- [Your assignment]:
Reproduce all the data, character for character.

:::

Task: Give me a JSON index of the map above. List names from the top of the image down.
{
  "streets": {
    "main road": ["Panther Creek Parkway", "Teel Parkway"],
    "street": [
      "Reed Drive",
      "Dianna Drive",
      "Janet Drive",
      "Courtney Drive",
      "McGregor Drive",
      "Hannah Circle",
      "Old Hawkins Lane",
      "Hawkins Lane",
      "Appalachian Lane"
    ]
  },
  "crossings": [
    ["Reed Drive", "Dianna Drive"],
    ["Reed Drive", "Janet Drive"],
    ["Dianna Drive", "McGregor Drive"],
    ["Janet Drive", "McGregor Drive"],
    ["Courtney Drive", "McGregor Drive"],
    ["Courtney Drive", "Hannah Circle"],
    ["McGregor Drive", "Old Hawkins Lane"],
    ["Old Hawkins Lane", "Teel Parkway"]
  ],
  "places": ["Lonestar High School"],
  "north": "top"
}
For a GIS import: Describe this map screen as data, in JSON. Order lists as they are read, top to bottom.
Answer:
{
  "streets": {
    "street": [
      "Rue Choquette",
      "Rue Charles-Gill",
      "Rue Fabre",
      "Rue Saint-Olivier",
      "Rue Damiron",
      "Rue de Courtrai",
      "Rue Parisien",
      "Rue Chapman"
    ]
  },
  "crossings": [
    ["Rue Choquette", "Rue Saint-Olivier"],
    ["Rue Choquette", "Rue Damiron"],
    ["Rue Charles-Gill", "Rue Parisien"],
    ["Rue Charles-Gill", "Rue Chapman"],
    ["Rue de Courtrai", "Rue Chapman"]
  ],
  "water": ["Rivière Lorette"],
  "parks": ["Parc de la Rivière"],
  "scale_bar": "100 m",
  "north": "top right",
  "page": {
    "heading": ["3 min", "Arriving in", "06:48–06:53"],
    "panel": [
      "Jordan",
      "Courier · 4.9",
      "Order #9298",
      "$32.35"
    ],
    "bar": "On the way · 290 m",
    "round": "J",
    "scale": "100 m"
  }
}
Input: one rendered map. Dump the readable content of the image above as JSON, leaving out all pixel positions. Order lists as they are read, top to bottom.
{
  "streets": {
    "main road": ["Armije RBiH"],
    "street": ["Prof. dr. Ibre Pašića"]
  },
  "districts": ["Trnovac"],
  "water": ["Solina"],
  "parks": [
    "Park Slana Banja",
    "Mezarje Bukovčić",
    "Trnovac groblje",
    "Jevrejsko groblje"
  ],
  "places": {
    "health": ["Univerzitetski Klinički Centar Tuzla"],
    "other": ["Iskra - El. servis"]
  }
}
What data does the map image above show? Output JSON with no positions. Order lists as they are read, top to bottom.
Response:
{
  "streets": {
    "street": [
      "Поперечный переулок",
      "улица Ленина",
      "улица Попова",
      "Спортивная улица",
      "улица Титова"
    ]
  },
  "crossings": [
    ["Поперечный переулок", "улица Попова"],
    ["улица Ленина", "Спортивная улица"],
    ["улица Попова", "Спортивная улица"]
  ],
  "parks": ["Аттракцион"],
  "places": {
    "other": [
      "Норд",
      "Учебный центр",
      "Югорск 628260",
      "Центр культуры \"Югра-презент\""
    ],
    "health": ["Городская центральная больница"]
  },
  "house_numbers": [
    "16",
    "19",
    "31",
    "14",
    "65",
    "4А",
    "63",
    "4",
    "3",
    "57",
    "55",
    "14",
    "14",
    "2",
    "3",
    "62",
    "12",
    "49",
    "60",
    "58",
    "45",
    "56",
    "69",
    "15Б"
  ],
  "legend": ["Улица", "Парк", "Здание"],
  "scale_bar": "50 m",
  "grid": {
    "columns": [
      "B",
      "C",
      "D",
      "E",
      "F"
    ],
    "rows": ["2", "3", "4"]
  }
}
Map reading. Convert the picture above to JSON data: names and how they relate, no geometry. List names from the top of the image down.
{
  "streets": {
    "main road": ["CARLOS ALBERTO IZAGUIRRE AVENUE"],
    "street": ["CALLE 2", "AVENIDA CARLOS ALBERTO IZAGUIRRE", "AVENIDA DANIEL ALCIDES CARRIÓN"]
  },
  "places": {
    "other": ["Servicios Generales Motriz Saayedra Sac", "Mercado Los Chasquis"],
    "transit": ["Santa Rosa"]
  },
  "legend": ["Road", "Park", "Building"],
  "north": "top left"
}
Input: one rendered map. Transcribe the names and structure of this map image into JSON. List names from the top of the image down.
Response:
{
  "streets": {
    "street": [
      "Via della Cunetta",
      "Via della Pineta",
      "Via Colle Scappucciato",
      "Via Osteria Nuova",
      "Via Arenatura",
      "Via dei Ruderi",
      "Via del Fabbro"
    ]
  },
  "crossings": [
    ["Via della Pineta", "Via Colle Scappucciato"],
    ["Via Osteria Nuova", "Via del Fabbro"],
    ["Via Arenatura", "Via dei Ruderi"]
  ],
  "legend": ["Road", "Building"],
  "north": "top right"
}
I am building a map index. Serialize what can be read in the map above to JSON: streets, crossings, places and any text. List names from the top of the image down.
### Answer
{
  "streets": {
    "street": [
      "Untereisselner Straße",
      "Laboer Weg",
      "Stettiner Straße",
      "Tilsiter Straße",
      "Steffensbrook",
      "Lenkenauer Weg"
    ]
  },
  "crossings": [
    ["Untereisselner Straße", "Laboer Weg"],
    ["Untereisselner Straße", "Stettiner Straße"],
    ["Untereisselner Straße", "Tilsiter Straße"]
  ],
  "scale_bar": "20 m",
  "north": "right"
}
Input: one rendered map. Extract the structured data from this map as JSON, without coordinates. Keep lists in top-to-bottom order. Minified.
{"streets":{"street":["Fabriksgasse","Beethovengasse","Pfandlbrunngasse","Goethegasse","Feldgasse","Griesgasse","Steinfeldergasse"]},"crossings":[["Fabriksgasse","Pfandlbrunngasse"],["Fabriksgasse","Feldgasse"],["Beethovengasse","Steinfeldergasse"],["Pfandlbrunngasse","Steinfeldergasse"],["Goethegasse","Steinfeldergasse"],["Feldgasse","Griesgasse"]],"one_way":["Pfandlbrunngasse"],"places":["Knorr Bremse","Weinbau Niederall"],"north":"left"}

:::

- [Written solution]:
Task: Give me a JSON index of the map above. List names from the top of the image down.
{
  "streets": {
    "main road": ["Panther Creek Parkway", "Teel Parkway"],
    "street": [
      "Reed Drive",
      "Dianna Drive",
      "Janet Drive",
      "Courtney Drive",
      "McGregor Drive",
      "Hannah Circle",
      "Old Hawkins Lane",
      "Hawkins Lane",
      "Appalachian Lane"
    ]
  },
  "crossings": [
    ["Reed Drive", "Dianna Drive"],
    ["Reed Drive", "Janet Drive"],
    ["Dianna Drive", "McGregor Drive"],
    ["Janet Drive", "McGregor Drive"],
    ["Courtney Drive", "McGregor Drive"],
    ["Courtney Drive", "Hannah Circle"],
    ["McGregor Drive", "Old Hawkins Lane"],
    ["Old Hawkins Lane", "Teel Parkway"]
  ],
  "places": ["Lonestar High School"],
  "north": "top"
}
For a GIS import: Describe this map screen as data, in JSON. Order lists as they are read, top to bottom.
Answer:
{
  "streets": {
    "street": [
      "Rue Choquette",
      "Rue Charles-Gill",
      "Rue Fabre",
      "Rue Saint-Olivier",
      "Rue Damiron",
      "Rue de Courtrai",
      "Rue Parisien",
      "Rue Chapman"
    ]
  },
  "crossings": [
    ["Rue Choquette", "Rue Saint-Olivier"],
    ["Rue Choquette", "Rue Damiron"],
    ["Rue Charles-Gill", "Rue Parisien"],
    ["Rue Charles-Gill", "Rue Chapman"],
    ["Rue de Courtrai", "Rue Chapman"]
  ],
  "water": ["Rivière Lorette"],
  "parks": ["Parc de la Rivière"],
  "scale_bar": "100 m",
  "north": "top right",
  "page": {
    "heading": ["3 min", "Arriving in", "06:48–06:53"],
    "panel": [
      "Jordan",
      "Courier · 4.9",
      "Order #9298",
      "$32.35"
    ],
    "bar": "On the way · 290 m",
    "round": "J",
    "scale": "100 m"
  }
}
Input: one rendered map. Dump the readable content of the image above as JSON, leaving out all pixel positions. Order lists as they are read, top to bottom.
{
  "streets": {
    "main road": ["Armije RBiH"],
    "street": ["Prof. dr. Ibre Pašića"]
  },
  "districts": ["Trnovac"],
  "water": ["Solina"],
  "parks": [
    "Park Slana Banja",
    "Mezarje Bukovčić",
    "Trnovac groblje",
    "Jevrejsko groblje"
  ],
  "places": {
    "health": ["Univerzitetski Klinički Centar Tuzla"],
    "other": ["Iskra - El. servis"]
  }
}
What data does the map image above show? Output JSON with no positions. Order lists as they are read, top to bottom.
Response:
{
  "streets": {
    "street": [
      "Поперечный переулок",
      "улица Ленина",
      "улица Попова",
      "Спортивная улица",
      "улица Титова"
    ]
  },
  "crossings": [
    ["Поперечный переулок", "улица Попова"],
    ["улица Ленина", "Спортивная улица"],
    ["улица Попова", "Спортивная улица"]
  ],
  "parks": ["Аттракцион"],
  "places": {
    "other": [
      "Норд",
      "Учебный центр",
      "Югорск 628260",
      "Центр культуры \"Югра-презент\""
    ],
    "health": ["Городская центральная больница"]
  },
  "house_numbers": [
    "16",
    "19",
    "31",
    "14",
    "65",
    "4А",
    "63",
    "4",
    "3",
    "57",
    "55",
    "14",
    "14",
    "2",
    "3",
    "62",
    "12",
    "49",
    "60",
    "58",
    "45",
    "56",
    "69",
    "15Б"
  ],
  "legend": ["Улица", "Парк", "Здание"],
  "scale_bar": "50 m",
  "grid": {
    "columns": [
      "B",
      "C",
      "D",
      "E",
      "F"
    ],
    "rows": ["2", "3", "4"]
  }
}
Map reading. Convert the picture above to JSON data: names and how they relate, no geometry. List names from the top of the image down.
{
  "streets": {
    "main road": ["CARLOS ALBERTO IZAGUIRRE AVENUE"],
    "street": ["CALLE 2", "AVENIDA CARLOS ALBERTO IZAGUIRRE", "AVENIDA DANIEL ALCIDES CARRIÓN"]
  },
  "places": {
    "other": ["Servicios Generales Motriz Saayedra Sac", "Mercado Los Chasquis"],
    "transit": ["Santa Rosa"]
  },
  "legend": ["Road", "Park", "Building"],
  "north": "top left"
}
Input: one rendered map. Transcribe the names and structure of this map image into JSON. List names from the top of the image down.
Response:
{
  "streets": {
    "street": [
      "Via della Cunetta",
      "Via della Pineta",
      "Via Colle Scappucciato",
      "Via Osteria Nuova",
      "Via Arenatura",
      "Via dei Ruderi",
      "Via del Fabbro"
    ]
  },
  "crossings": [
    ["Via della Pineta", "Via Colle Scappucciato"],
    ["Via Osteria Nuova", "Via del Fabbro"],
    ["Via Arenatura", "Via dei Ruderi"]
  ],
  "legend": ["Road", "Building"],
  "north": "top right"
}
I am building a map index. Serialize what can be read in the map above to JSON: streets, crossings, places and any text. List names from the top of the image down.
### Answer
{
  "streets": {
    "street": [
      "Untereisselner Straße",
      "Laboer Weg",
      "Stettiner Straße",
      "Tilsiter Straße",
      "Steffensbrook",
      "Lenkenauer Weg"
    ]
  },
  "crossings": [
    ["Untereisselner Straße", "Laboer Weg"],
    ["Untereisselner Straße", "Stettiner Straße"],
    ["Untereisselner Straße", "Tilsiter Straße"]
  ],
  "scale_bar": "20 m",
  "north": "right"
}
Input: one rendered map. Extract the structured data from this map as JSON, without coordinates. Keep lists in top-to-bottom order. Minified.
{"streets":{"street":["Fabriksgasse","Beethovengasse","Pfandlbrunngasse","Goethegasse","Feldgasse","Griesgasse","Steinfeldergasse"]},"crossings":[["Fabriksgasse","Pfandlbrunngasse"],["Fabriksgasse","Feldgasse"],["Beethovengasse","Steinfeldergasse"],["Pfandlbrunngasse","Steinfeldergasse"],["Goethegasse","Steinfeldergasse"],["Feldgasse","Griesgasse"]],"one_way":["Pfandlbrunngasse"],"places":["Knorr Bremse","Weinbau Niederall"],"north":"left"}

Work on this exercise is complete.